▶ [Task requirements]:
Transcribe, verbatim, every line from the start of the entries through the line that contains "display:flex; align-items:center; gap:16px;"; include both boundary lines and omit all others.

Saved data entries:
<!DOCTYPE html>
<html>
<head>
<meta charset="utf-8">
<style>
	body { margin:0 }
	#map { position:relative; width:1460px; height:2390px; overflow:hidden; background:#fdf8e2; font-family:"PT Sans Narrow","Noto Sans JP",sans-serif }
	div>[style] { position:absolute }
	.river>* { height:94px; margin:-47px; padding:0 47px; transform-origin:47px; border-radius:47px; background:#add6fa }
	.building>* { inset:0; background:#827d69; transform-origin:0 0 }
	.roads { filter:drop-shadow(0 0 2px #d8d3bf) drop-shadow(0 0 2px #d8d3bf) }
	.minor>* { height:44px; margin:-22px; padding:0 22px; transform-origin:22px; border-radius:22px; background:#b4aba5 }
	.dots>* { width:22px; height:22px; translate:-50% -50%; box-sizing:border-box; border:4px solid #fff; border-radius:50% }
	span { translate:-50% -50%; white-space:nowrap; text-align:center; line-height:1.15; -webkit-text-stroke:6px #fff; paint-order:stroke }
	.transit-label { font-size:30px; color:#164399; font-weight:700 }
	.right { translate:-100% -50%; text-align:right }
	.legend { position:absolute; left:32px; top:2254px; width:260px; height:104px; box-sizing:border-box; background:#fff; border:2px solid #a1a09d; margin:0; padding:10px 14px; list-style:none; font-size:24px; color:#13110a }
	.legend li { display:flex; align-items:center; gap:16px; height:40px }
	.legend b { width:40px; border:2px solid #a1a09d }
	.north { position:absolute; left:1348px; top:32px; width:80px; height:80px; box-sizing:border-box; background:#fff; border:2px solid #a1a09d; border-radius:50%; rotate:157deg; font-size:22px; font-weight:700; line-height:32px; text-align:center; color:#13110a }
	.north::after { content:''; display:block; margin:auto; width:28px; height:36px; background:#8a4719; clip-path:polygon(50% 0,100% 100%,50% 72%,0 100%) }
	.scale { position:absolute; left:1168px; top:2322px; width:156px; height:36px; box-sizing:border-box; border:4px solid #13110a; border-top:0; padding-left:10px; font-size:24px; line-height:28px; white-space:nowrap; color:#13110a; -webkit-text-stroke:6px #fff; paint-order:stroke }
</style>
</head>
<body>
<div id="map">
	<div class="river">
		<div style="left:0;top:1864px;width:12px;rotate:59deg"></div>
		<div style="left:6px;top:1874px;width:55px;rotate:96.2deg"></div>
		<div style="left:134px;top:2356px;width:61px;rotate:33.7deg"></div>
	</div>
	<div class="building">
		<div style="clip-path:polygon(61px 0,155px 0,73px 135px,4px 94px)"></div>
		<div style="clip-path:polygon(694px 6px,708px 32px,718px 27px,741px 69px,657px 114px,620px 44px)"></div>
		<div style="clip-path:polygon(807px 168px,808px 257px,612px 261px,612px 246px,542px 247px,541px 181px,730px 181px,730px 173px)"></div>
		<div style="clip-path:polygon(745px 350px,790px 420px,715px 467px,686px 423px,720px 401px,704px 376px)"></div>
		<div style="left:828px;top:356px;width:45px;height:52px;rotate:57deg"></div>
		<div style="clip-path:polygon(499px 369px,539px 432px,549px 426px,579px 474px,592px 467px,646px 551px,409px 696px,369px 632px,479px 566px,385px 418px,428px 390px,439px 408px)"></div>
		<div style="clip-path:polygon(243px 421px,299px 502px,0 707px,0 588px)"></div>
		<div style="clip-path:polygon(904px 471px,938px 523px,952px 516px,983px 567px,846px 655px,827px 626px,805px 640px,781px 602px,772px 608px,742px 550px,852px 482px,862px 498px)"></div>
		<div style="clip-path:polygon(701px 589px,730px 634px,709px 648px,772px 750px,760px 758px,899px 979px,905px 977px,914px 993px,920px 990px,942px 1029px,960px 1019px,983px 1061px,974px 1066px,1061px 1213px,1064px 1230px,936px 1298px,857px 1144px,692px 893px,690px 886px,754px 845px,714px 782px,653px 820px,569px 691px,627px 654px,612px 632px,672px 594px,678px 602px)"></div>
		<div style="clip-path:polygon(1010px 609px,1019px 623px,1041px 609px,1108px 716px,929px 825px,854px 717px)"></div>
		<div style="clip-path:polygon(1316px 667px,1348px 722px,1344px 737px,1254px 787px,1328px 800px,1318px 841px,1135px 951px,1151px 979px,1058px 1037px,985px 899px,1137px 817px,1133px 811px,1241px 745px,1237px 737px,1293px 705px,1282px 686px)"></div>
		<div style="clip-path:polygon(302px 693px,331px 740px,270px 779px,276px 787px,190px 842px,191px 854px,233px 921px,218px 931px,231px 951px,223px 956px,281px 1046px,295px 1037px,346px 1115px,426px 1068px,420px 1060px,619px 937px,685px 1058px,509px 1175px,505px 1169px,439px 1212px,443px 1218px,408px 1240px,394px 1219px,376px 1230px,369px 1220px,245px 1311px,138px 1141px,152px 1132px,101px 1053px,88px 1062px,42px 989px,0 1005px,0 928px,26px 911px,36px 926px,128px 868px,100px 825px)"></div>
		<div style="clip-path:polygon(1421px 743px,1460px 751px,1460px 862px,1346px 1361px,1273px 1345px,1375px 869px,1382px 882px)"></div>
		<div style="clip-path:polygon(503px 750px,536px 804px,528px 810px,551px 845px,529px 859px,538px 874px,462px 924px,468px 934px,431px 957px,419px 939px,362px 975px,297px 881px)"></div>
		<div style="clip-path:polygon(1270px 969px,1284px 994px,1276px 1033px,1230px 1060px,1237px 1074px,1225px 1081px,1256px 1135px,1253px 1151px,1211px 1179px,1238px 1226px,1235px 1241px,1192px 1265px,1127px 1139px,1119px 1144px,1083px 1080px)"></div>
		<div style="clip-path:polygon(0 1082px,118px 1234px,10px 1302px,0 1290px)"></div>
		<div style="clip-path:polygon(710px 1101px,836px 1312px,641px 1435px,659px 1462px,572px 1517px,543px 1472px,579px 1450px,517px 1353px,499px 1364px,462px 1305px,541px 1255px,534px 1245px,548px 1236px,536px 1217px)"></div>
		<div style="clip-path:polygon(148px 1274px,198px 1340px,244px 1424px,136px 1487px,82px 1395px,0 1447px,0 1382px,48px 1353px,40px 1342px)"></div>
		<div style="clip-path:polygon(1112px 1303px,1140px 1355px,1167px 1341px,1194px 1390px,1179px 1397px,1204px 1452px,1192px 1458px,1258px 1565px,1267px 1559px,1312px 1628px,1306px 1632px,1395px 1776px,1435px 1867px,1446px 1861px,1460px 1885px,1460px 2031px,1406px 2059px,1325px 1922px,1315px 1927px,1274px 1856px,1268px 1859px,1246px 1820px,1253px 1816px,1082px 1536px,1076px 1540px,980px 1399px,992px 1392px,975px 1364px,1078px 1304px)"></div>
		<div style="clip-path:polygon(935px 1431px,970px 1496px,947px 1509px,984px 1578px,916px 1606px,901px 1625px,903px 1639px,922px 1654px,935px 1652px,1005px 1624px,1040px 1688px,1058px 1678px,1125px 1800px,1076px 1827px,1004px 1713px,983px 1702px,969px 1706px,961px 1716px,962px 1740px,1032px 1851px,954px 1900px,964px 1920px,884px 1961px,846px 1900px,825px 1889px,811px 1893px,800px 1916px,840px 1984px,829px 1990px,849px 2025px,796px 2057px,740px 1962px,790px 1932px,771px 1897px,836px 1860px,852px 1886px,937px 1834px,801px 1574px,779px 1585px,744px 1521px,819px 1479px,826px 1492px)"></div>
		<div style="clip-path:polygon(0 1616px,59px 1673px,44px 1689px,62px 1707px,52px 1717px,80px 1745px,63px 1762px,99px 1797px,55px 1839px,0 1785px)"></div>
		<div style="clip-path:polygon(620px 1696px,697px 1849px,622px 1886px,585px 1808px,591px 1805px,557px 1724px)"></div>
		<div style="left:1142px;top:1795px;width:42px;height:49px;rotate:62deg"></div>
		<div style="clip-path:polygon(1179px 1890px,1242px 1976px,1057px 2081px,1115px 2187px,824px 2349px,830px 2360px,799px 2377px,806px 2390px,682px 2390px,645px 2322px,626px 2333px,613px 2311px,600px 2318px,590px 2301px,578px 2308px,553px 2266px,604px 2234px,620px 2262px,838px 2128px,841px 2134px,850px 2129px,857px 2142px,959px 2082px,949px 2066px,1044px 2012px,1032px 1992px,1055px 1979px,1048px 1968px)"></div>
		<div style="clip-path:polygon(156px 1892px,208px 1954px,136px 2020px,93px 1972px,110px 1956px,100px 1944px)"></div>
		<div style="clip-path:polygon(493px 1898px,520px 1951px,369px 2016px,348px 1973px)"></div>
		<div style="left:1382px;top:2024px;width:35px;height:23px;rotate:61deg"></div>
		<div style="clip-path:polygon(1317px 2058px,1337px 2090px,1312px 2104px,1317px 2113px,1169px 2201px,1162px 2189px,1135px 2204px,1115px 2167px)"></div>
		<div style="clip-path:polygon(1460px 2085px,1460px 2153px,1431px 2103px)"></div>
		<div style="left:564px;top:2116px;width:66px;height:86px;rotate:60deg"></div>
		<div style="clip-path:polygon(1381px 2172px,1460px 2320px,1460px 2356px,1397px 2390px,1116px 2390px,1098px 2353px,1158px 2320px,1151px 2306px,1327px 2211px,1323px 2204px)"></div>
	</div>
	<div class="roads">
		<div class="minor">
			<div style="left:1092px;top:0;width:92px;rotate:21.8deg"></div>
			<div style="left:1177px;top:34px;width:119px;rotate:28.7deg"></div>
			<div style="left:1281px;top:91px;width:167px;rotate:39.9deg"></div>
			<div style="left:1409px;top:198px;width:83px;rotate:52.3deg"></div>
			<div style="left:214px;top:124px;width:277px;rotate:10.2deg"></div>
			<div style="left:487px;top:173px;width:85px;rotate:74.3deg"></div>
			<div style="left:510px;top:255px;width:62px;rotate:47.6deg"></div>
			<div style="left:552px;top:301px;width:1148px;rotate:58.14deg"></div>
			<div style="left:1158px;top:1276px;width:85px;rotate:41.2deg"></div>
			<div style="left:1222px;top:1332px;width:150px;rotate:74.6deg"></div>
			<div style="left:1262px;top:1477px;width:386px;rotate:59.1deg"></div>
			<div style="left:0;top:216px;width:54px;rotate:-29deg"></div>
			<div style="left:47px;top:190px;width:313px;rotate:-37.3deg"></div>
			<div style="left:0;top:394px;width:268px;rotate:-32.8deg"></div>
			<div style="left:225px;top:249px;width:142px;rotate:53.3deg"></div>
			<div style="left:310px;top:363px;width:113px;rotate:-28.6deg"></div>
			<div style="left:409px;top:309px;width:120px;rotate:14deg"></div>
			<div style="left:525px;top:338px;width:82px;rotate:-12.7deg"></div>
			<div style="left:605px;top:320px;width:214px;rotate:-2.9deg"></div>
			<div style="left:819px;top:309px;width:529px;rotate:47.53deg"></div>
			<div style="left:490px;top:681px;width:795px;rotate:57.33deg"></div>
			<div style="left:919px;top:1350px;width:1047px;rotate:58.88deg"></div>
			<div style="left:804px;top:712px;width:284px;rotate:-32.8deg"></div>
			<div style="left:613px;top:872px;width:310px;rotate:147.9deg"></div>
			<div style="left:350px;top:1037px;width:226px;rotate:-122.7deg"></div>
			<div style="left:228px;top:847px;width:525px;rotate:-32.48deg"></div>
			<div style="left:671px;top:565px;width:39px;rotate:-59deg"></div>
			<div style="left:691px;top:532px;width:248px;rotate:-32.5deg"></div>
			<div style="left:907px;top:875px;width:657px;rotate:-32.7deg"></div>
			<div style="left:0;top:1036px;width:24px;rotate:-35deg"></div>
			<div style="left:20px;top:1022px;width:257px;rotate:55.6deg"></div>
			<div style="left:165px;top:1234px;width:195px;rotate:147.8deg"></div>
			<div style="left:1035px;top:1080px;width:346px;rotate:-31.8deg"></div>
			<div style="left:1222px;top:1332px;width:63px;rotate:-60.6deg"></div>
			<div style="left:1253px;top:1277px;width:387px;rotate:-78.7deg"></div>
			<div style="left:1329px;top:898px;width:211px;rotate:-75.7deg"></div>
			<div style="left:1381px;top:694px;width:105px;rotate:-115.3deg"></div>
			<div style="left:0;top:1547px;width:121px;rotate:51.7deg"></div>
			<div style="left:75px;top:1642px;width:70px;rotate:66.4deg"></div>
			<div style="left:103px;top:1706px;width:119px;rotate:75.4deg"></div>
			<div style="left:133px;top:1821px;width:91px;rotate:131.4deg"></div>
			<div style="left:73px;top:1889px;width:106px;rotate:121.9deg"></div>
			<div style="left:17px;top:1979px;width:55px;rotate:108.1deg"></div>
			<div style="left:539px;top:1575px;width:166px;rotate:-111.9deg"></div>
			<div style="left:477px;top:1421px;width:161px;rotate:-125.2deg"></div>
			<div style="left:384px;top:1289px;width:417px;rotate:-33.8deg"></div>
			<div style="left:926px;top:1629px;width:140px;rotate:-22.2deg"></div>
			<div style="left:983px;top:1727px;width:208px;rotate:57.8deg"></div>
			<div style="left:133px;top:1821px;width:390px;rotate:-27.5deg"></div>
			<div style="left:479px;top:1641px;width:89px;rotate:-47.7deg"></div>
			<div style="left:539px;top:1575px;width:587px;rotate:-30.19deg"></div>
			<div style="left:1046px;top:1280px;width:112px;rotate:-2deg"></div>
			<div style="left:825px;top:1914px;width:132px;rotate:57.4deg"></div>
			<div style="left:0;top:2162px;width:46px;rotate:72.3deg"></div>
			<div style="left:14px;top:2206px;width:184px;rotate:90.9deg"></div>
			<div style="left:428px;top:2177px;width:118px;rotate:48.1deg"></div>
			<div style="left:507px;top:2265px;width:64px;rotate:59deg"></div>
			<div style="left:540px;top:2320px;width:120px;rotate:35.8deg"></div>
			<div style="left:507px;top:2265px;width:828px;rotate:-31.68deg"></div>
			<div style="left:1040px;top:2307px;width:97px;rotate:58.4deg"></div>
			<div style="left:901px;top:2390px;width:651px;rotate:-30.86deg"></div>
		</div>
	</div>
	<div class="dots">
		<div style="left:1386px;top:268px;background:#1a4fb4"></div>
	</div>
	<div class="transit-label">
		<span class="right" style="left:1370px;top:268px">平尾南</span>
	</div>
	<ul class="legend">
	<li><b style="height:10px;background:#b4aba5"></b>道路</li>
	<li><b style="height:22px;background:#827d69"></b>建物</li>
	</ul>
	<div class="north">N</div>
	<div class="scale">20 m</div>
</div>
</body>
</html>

▶ [Solution below]:
<!DOCTYPE html>
<html>
<head>
<meta charset="utf-8">
<style>
	body { margin:0 }
	#map { position:relative; width:1460px; height:2390px; overflow:hidden; background:#fdf8e2; font-family:"PT Sans Narrow","Noto Sans JP",sans-serif }
	div>[style] { position:absolute }
	.river>* { height:94px; margin:-47px; padding:0 47px; transform-origin:47px; border-radius:47px; background:#add6fa }
	.building>* { inset:0; background:#827d69; transform-origin:0 0 }
	.roads { filter:drop-shadow(0 0 2px #d8d3bf) drop-shadow(0 0 2px #d8d3bf) }
	.minor>* { height:44px; margin:-22px; padding:0 22px; transform-origin:22px; border-radius:22px; background:#b4aba5 }
	.dots>* { width:22px; height:22px; translate:-50% -50%; box-sizing:border-box; border:4px solid #fff; border-radius:50% }
	span { translate:-50% -50%; white-space:nowrap; text-align:center; line-height:1.15; -webkit-text-stroke:6px #fff; paint-order:stroke }
	.transit-label { font-size:30px; color:#164399; font-weight:700 }
	.right { translate:-100% -50%; text-align:right }
	.legend { position:absolute; left:32px; top:2254px; width:260px; height:104px; box-sizing:border-box; background:#fff; border:2px solid #a1a09d; margin:0; padding:10px 14px; list-style:none; font-size:24px; color:#13110a }
	.legend li { display:flex; align-items:center; gap:16px; height:40px }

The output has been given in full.